Removing classes hardly speeds up the model and usually makes the accuracy worse.

Ahelsamahy commented 1 month ago

@Y-T-G how does not detecting other classes makes the detected classes worse?

Y-T-G commented 1 month ago

@Ahelsamahy Because the models learn better when you force them to distinguish between classes which is the case when you have more classes.

Ahelsamahy commented 1 month ago

@Y-T-G and this cannot be solved when you train the model with a larger database and apply different augmentation parameters to the training process?

Y-T-G commented 1 month ago

@Ahelsamahy You won't beat the original score. Training a hunan detection model is harder than it looks. Not excluding any classes also means the model gets to learn what are NOT humans from that extra data which reduces false positives.

You also some augmentations that shouldn't be used here like flipud and probably even degrees.

Ahelsamahy commented 1 month ago

@Y-T-G so you are saying that if I added more classes to my model, it should be able to detect humans better? I don't think this is how it works. Have you tested it before?

You won't beat the original score

If the original model is trained on COCO and I test it with another dataset, that my custom model is trained on, then my model will outperform the original model. It is just a matter of what the model is trained on and the test split that is used later.

Y-T-G commented 1 month ago

I don't think this is how it works. Have you tested it before?
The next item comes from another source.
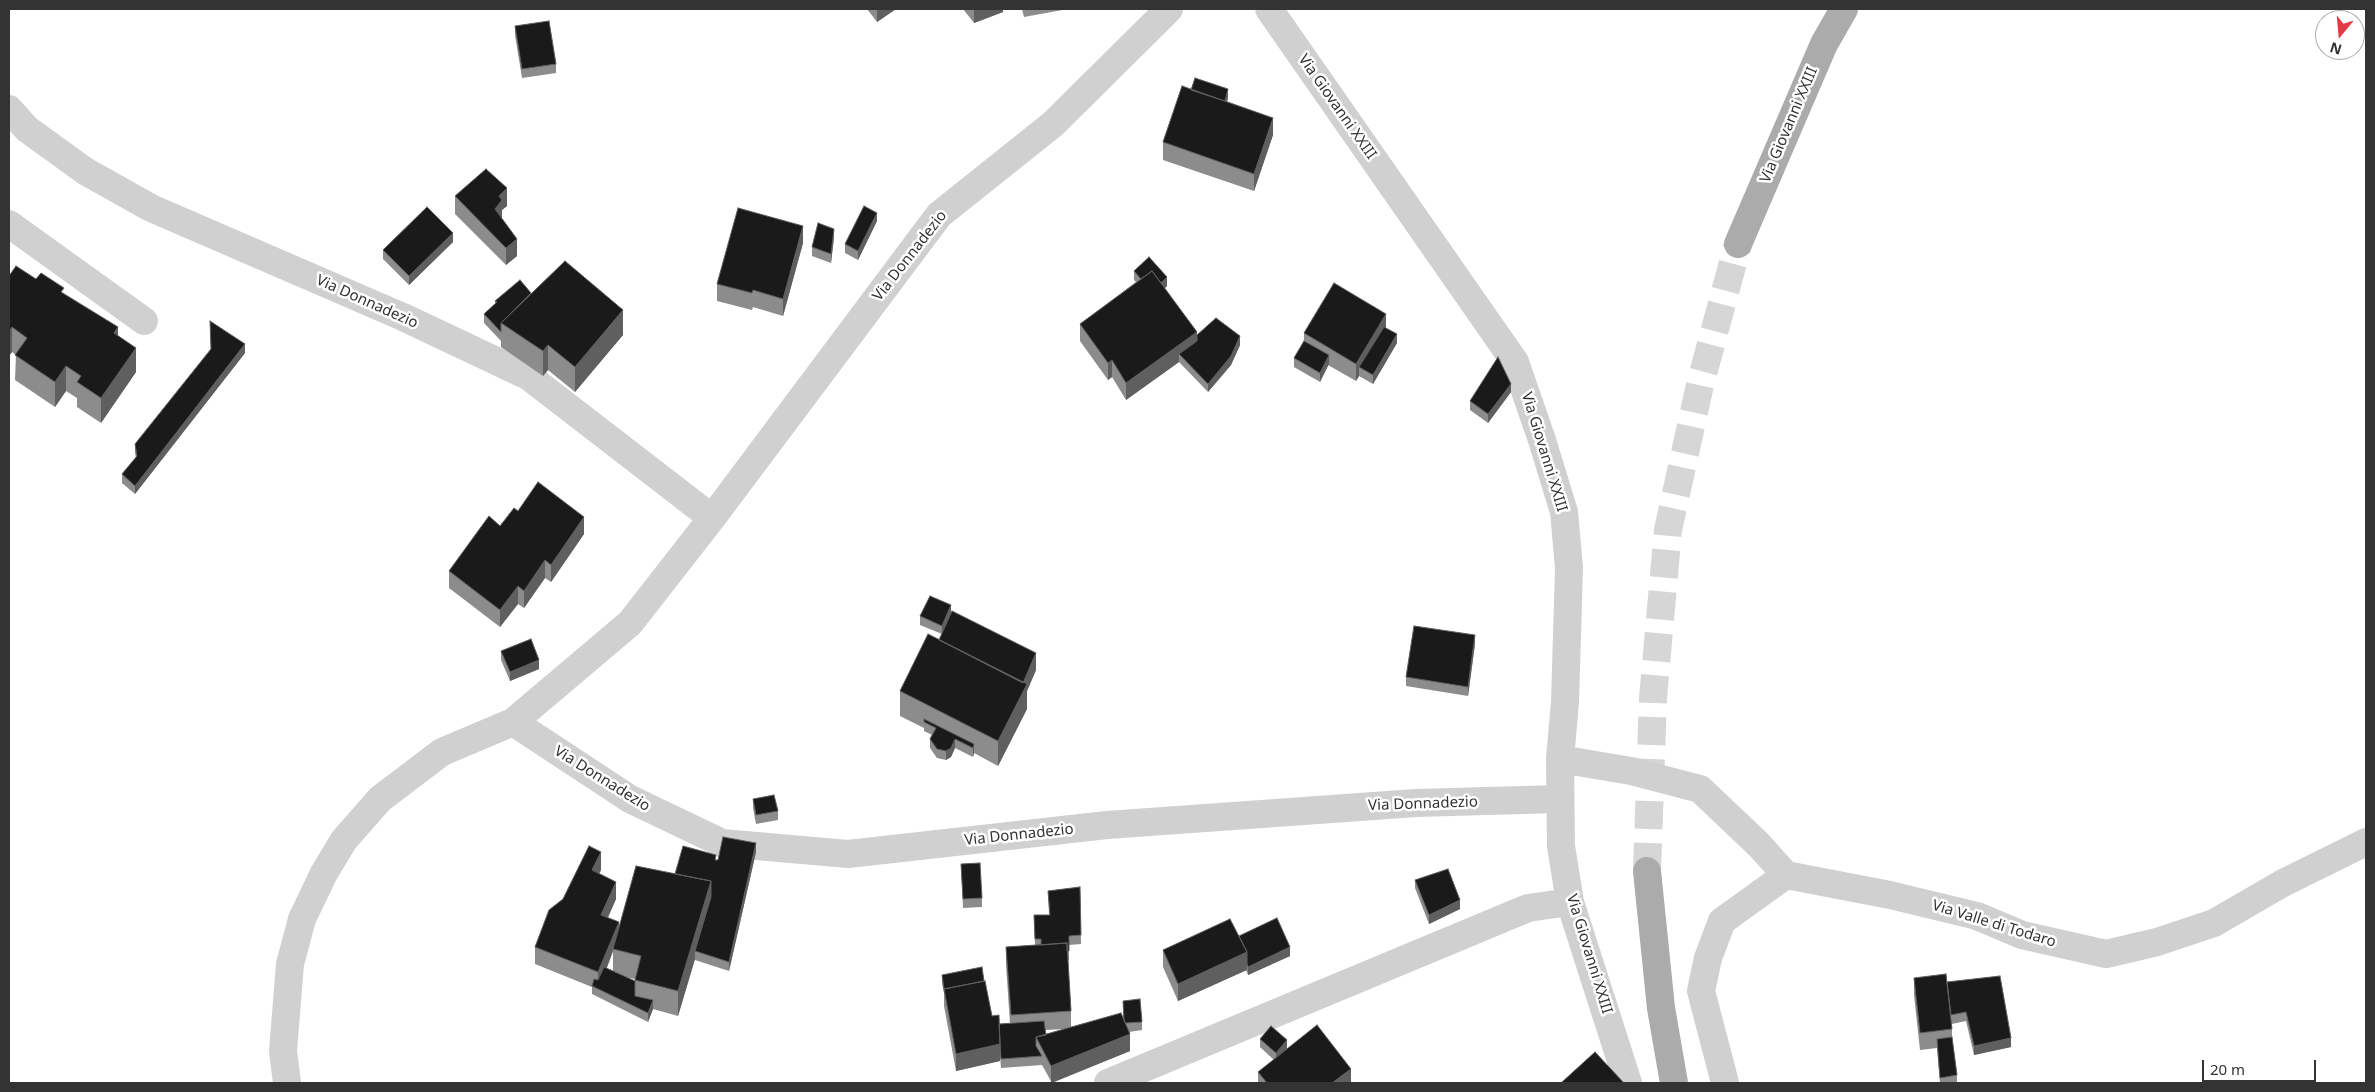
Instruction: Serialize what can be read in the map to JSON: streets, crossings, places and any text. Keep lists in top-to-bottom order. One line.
{"streets":{"main road":["Via Giovanni XXIII"],"street":["Via Donnadezio","Via Valle di Todaro"]},"crossings":[["Via Giovanni XXIII","Via Donnadezio"]],"scale_bar":"20 m","north":"bottom"}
Yeah, I have tested training a model for person detection without any other classes before, and it was always worse than pretrained model. It makes sense to me. Model's have been shown to perform better when they are trained to perform more tasks because the extra tasks introduce regularization that prevents overfitting. It's the premise behind multi-task learning https://en.m.wikipedia.org/wiki/Multi-task_learning

And what's your goal anyway? Because none of this will increase your model's speed noticeably.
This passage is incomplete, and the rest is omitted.